──────── DATA SHOWN ────────

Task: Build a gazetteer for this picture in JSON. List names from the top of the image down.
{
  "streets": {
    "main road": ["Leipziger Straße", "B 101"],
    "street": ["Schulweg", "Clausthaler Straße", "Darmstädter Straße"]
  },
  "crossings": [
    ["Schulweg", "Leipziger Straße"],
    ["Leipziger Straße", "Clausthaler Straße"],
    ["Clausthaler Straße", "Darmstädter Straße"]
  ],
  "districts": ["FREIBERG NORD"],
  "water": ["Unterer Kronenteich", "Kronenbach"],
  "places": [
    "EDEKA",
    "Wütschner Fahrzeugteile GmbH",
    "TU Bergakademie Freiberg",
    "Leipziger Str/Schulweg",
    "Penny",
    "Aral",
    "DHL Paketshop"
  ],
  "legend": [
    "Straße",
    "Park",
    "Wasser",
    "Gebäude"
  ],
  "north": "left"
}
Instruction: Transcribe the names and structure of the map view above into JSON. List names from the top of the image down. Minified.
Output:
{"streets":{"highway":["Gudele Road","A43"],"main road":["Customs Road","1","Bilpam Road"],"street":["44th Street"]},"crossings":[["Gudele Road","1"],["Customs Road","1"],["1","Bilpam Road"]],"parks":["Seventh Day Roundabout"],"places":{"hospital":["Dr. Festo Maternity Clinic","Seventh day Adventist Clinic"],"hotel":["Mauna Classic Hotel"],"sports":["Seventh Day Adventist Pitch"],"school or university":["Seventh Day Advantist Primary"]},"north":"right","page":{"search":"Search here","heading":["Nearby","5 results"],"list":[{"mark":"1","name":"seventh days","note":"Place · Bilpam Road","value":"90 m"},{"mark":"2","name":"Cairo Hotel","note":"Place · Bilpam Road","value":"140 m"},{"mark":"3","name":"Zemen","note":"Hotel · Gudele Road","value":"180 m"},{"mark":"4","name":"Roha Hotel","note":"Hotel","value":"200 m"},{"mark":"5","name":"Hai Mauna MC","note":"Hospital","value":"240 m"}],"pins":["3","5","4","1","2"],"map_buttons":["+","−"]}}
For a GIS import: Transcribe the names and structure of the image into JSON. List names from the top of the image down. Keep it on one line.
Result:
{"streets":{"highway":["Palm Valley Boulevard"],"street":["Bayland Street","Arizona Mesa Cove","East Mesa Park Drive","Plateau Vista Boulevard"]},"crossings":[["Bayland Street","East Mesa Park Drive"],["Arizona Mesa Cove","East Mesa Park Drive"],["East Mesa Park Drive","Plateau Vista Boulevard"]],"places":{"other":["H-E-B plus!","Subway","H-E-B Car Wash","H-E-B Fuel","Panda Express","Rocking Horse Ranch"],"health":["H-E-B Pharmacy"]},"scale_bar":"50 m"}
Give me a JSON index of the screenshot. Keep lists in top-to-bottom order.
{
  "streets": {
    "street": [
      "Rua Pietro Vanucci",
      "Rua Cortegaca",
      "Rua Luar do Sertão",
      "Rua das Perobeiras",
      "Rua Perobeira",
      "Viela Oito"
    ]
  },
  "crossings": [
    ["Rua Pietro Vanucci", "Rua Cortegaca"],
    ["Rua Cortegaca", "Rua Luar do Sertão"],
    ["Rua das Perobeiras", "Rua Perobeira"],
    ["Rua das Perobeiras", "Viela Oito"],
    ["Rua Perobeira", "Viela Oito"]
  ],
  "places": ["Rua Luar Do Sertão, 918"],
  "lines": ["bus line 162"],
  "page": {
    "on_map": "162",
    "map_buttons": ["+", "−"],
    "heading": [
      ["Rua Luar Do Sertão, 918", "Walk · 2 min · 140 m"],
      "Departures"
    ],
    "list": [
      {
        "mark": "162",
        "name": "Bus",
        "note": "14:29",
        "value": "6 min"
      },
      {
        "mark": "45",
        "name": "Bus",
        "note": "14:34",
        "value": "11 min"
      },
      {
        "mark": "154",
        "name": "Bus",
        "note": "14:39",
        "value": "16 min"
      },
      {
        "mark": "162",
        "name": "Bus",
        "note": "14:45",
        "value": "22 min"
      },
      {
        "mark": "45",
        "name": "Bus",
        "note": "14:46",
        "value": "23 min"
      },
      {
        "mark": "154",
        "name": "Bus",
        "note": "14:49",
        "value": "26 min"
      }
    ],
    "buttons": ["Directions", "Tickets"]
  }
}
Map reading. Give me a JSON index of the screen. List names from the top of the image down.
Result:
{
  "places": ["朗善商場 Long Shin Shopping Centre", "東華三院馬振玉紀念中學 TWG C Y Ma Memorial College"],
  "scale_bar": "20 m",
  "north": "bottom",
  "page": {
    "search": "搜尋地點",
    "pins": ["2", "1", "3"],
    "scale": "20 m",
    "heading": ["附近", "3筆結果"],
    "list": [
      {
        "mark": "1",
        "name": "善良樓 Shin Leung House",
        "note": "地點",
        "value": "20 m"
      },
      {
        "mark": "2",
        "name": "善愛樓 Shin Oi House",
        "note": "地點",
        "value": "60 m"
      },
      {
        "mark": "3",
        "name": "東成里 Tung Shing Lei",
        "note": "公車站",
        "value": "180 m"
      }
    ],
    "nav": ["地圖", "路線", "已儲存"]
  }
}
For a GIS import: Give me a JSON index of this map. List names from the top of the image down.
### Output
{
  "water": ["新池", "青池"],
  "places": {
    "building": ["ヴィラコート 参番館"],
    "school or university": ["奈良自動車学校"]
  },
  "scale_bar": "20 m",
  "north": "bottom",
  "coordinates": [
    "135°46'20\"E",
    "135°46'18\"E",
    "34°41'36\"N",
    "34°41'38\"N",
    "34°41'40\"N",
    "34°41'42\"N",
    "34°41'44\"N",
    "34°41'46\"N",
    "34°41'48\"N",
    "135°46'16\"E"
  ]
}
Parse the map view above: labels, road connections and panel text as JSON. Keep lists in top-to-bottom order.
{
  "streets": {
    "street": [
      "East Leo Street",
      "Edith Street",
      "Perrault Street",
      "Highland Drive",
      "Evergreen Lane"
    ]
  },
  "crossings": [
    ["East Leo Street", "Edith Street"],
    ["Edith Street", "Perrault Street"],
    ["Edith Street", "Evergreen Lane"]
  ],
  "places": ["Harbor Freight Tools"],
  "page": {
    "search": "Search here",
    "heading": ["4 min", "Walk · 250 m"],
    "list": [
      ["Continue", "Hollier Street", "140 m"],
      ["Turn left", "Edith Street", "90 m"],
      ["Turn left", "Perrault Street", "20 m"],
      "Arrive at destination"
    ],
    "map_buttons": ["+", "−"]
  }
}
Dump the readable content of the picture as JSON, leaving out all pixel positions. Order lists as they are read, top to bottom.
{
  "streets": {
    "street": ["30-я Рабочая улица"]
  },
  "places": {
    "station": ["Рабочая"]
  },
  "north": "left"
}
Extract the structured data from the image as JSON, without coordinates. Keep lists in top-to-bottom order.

────────

Working from the entries above, find every line in which the word "Transcribe" occurs and copy it.

SOLVED PROBLEM
Instruction: Transcribe the names and structure of the map view above into JSON. List names from the top of the image down. Minified.
For a GIS import: Transcribe the names and structure of the image into JSON. List names from the top of the image down. Keep it on one line.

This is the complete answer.